This week we start looking where the Internet comes from. The class has put together a good collection of readings and summarized them. In addition to that, we’ve read Hafner and Lyon’s Where the Wizards Stay Up Late, Kevin Hughes’ Guide to Cyberspace, Vannevar Bush’s seminal article “As We May Think” and O’Reilly’s Web 2.0 article.
There’s a strong bias in those readings towards the pre-Web Internet and the early Web. That’s not necessarily a bad thing, as it makes clear that there is a distinction between the web and the internet. That is a core concept and it’s not commonly understood. It also helps in understanding how the internet works, which we’ll be looking at next week.
O’Reilly’s article points out how the web and the internet continue to evolve. “Where it comes from” doesn’t stop in the 90s. Developments in streaming video over the past decade, for example, may profoundly change what the internet is and how it works, according to some of the more dire outlooks on recent FCC decisions. O’Reilly did a follow-up article in 2009 seeing a shift beyond Web 2.0, from web as software to web as services to “the Web is now the world,” an internet of things idea. And that starts to get at where the internet is going, which we’re coming up on in a few weeks.
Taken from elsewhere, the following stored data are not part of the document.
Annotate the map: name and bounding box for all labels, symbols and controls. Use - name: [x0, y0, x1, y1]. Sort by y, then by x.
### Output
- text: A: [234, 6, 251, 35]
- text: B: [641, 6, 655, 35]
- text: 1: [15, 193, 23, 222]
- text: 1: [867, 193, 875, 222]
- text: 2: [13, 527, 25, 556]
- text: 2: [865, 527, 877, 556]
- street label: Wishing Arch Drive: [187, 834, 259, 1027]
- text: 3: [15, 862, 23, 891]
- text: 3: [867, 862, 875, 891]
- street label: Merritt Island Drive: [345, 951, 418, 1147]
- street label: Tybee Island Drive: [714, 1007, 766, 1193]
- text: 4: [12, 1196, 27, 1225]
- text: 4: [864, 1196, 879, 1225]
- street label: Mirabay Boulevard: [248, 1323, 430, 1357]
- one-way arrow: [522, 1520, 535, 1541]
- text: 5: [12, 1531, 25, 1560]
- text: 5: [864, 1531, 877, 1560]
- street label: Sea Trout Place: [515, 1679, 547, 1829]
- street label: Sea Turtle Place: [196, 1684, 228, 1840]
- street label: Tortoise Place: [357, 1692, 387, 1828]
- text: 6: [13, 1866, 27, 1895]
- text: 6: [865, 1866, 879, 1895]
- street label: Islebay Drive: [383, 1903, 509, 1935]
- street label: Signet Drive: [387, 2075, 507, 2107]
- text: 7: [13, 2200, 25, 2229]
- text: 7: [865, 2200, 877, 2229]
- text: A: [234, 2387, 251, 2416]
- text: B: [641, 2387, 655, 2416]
Our plan for this week, at this point, is to develop a timeline showing where the internet comes from. Timeline JS appears to be a good tool to use. There’s a Help Q&A on the site, along with some basic directions and a link to a tutorial, so it shouldn’t be too difficult. There are a lot of ways to approach this project. Breaking things down by decade is one way. Individuals and organizations might be another focus, technologies – hardware and software – as well. With the research the class has done already, this project should come together pretty easily. But we can still make it intense.